▶ Exercise data:
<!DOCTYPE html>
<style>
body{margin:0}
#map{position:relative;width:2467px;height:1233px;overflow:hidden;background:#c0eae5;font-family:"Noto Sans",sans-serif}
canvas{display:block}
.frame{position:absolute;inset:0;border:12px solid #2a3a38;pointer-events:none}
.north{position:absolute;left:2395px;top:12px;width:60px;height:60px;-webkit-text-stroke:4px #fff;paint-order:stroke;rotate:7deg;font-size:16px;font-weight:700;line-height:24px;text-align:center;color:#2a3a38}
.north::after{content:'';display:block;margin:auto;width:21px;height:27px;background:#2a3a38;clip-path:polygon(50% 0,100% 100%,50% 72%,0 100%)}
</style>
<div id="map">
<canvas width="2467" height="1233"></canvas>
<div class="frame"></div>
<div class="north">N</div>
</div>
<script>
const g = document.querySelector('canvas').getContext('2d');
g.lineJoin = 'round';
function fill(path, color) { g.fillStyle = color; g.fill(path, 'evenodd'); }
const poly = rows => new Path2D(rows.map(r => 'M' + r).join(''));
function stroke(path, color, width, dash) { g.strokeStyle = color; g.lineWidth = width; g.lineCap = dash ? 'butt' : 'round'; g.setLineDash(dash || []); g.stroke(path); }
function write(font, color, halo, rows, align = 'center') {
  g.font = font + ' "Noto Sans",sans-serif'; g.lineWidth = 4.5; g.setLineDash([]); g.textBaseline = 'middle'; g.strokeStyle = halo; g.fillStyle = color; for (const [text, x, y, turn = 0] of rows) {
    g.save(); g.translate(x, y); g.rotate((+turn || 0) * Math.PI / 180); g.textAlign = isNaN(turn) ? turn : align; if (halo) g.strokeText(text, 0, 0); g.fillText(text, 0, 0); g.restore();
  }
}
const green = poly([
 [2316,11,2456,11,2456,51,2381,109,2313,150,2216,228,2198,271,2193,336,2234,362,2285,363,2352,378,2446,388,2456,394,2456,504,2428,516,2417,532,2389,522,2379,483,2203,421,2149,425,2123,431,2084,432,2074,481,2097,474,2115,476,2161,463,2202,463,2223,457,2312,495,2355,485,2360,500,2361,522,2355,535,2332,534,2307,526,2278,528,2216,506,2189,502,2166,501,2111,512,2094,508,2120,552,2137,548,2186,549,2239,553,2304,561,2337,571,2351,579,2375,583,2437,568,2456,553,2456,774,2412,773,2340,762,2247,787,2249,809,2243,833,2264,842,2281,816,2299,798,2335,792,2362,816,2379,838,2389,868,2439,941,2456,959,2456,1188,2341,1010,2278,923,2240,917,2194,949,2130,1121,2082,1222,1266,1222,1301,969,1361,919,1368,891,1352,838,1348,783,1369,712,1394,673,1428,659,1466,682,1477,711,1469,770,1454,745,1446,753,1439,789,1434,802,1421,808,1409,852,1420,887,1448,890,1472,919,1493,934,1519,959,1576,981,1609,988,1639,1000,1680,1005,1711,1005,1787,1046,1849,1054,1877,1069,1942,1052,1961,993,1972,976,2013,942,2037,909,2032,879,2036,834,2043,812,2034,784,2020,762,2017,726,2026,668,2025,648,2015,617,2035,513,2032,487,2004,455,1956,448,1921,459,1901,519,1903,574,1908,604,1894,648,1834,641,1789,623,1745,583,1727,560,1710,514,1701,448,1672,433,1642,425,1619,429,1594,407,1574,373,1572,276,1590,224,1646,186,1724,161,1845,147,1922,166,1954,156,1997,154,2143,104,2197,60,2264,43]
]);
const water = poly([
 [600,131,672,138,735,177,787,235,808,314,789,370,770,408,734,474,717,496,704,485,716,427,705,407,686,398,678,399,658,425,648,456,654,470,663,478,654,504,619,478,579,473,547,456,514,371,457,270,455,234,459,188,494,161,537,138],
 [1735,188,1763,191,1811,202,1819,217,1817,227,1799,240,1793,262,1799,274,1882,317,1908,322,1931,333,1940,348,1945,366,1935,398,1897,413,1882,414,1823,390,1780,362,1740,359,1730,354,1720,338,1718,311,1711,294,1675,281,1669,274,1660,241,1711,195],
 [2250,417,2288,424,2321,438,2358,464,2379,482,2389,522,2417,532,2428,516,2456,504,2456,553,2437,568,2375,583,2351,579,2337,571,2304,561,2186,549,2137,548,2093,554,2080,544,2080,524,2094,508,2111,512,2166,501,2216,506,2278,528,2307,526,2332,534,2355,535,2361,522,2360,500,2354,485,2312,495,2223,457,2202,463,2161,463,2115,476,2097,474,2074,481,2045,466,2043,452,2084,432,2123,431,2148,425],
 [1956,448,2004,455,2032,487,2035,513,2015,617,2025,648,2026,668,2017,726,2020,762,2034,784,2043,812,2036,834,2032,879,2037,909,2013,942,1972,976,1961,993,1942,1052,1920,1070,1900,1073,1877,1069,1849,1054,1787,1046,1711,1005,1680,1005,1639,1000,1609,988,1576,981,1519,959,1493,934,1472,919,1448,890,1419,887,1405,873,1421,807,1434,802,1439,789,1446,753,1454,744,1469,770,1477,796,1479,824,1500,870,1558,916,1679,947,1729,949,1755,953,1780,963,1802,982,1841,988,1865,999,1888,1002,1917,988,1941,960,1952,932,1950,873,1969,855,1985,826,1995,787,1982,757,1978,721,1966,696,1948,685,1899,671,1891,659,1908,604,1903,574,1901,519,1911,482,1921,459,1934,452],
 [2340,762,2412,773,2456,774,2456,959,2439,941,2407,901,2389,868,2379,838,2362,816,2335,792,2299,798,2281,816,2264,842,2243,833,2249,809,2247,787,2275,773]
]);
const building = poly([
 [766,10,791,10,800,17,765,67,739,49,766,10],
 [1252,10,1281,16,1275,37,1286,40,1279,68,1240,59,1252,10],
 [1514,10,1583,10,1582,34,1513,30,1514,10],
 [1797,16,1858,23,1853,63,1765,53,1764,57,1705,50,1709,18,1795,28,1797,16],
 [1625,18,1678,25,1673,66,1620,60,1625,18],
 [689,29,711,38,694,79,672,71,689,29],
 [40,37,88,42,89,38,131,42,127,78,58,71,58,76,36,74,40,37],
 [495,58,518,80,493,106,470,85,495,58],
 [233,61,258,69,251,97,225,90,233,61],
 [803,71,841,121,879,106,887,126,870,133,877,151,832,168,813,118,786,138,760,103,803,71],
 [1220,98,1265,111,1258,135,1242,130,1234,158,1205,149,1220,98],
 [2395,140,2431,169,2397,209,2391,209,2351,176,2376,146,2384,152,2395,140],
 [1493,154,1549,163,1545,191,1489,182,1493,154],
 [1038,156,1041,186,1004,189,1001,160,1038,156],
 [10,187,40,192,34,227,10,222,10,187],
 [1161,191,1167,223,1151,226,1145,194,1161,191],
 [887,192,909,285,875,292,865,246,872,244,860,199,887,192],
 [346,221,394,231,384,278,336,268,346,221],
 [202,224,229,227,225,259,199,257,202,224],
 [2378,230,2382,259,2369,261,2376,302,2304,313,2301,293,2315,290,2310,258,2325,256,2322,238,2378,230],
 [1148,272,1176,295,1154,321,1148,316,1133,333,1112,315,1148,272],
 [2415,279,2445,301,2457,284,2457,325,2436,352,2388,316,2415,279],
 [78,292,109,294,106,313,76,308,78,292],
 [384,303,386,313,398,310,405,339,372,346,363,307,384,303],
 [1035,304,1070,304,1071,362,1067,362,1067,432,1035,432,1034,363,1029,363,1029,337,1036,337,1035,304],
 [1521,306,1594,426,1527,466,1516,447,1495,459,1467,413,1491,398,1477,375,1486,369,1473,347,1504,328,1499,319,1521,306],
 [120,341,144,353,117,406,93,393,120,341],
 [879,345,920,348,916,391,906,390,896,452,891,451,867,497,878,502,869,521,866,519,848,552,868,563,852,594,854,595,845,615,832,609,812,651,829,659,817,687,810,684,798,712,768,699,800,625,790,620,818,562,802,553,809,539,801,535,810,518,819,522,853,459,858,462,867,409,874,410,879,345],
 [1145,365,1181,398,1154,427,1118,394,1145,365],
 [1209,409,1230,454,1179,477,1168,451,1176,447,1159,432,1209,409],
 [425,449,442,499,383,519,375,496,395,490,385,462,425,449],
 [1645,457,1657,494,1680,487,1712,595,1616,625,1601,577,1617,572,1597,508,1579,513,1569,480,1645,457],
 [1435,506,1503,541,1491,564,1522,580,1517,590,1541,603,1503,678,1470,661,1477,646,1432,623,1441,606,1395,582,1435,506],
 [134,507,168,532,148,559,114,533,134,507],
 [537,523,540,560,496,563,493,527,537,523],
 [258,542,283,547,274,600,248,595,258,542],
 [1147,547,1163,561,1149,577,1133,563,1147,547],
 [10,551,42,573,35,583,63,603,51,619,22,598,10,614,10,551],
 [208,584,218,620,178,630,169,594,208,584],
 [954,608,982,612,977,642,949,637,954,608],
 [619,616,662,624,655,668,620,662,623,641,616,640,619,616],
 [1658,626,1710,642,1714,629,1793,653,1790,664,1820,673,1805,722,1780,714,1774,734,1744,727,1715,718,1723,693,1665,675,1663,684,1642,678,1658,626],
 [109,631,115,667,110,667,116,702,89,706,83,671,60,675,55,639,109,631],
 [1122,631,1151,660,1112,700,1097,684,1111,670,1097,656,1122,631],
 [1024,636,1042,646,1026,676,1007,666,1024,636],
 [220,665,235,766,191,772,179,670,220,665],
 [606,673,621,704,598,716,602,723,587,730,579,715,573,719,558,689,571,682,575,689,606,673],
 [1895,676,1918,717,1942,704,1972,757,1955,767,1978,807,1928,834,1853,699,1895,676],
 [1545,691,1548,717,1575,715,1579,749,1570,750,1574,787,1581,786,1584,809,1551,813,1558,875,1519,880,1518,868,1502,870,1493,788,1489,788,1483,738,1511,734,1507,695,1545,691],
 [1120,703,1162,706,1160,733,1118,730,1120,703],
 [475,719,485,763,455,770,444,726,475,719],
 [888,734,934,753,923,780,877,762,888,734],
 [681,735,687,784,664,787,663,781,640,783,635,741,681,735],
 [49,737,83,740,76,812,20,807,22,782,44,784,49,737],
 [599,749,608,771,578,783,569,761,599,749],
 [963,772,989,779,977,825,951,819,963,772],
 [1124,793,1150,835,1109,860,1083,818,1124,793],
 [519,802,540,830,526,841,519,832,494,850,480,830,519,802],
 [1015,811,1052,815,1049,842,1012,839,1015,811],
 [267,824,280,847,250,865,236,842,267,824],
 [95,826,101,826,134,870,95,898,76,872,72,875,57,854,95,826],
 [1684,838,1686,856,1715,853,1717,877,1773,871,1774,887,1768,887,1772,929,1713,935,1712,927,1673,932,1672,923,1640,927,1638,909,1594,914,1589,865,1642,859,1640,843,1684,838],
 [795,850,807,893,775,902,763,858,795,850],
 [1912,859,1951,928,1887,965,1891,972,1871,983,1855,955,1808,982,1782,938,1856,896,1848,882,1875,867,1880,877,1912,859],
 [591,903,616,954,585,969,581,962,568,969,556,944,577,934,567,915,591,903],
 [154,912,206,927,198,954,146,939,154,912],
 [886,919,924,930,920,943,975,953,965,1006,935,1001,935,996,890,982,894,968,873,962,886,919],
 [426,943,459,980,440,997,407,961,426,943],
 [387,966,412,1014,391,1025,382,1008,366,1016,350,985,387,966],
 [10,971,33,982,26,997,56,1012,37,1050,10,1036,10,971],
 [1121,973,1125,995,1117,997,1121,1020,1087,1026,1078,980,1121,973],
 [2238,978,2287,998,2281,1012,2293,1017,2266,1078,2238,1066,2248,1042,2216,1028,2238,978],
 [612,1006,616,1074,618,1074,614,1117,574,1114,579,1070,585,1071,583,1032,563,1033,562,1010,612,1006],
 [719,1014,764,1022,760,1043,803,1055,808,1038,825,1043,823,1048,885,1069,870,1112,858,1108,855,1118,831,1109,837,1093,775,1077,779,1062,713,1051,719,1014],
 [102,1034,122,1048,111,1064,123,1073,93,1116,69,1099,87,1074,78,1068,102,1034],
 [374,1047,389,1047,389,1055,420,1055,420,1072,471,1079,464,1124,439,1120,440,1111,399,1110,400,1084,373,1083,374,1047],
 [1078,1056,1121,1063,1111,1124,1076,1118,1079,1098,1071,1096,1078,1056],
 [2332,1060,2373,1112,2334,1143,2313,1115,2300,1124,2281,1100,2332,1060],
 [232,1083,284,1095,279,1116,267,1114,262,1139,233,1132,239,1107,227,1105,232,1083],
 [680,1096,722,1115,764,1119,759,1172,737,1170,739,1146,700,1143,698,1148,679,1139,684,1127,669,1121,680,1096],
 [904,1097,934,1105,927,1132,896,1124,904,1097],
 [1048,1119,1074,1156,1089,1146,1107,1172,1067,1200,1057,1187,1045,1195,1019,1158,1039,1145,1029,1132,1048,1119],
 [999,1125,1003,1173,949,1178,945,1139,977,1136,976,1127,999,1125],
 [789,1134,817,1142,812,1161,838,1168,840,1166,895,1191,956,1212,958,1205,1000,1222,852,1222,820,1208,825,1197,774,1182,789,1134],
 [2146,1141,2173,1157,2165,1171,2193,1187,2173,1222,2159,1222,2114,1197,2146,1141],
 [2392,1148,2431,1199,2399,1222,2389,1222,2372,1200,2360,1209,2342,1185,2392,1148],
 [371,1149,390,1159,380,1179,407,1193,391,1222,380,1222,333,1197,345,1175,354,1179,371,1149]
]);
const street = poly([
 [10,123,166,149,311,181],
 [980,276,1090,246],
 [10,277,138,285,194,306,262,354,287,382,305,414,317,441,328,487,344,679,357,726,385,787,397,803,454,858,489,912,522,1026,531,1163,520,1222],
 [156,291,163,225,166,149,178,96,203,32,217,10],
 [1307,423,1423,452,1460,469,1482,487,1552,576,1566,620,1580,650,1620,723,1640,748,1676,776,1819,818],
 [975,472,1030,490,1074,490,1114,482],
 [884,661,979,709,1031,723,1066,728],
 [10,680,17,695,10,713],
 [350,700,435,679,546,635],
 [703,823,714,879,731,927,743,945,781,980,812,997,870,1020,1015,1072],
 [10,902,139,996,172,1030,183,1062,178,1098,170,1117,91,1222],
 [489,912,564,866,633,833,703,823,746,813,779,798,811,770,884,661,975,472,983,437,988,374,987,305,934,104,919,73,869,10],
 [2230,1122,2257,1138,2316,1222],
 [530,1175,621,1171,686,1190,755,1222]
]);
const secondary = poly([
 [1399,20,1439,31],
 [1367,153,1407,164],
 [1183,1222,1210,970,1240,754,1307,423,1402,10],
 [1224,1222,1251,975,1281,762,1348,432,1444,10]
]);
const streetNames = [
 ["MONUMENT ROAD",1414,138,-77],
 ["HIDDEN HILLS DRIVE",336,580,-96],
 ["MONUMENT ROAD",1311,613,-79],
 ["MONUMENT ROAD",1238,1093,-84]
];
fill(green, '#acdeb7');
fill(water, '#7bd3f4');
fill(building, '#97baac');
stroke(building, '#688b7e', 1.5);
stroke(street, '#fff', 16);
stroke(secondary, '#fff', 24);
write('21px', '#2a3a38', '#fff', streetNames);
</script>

▶ Your task: In the entries above, identify every line with the string "lineWidth".

▶ Output of the task:
function stroke(path, color, width, dash) { g.strokeStyle = color; g.lineWidth = width; g.lineCap = dash ? 'butt' : 'round'; g.setLineDash(dash || []); g.stroke(path); }
  g.font = font + ' "Noto Sans",sans-serif'; g.lineWidth = 4.5; g.setLineDash([]); g.textBaseline = 'middle'; g.strokeStyle = halo; g.fillStyle = color; for (const [text, x, y, turn = 0] of rows) {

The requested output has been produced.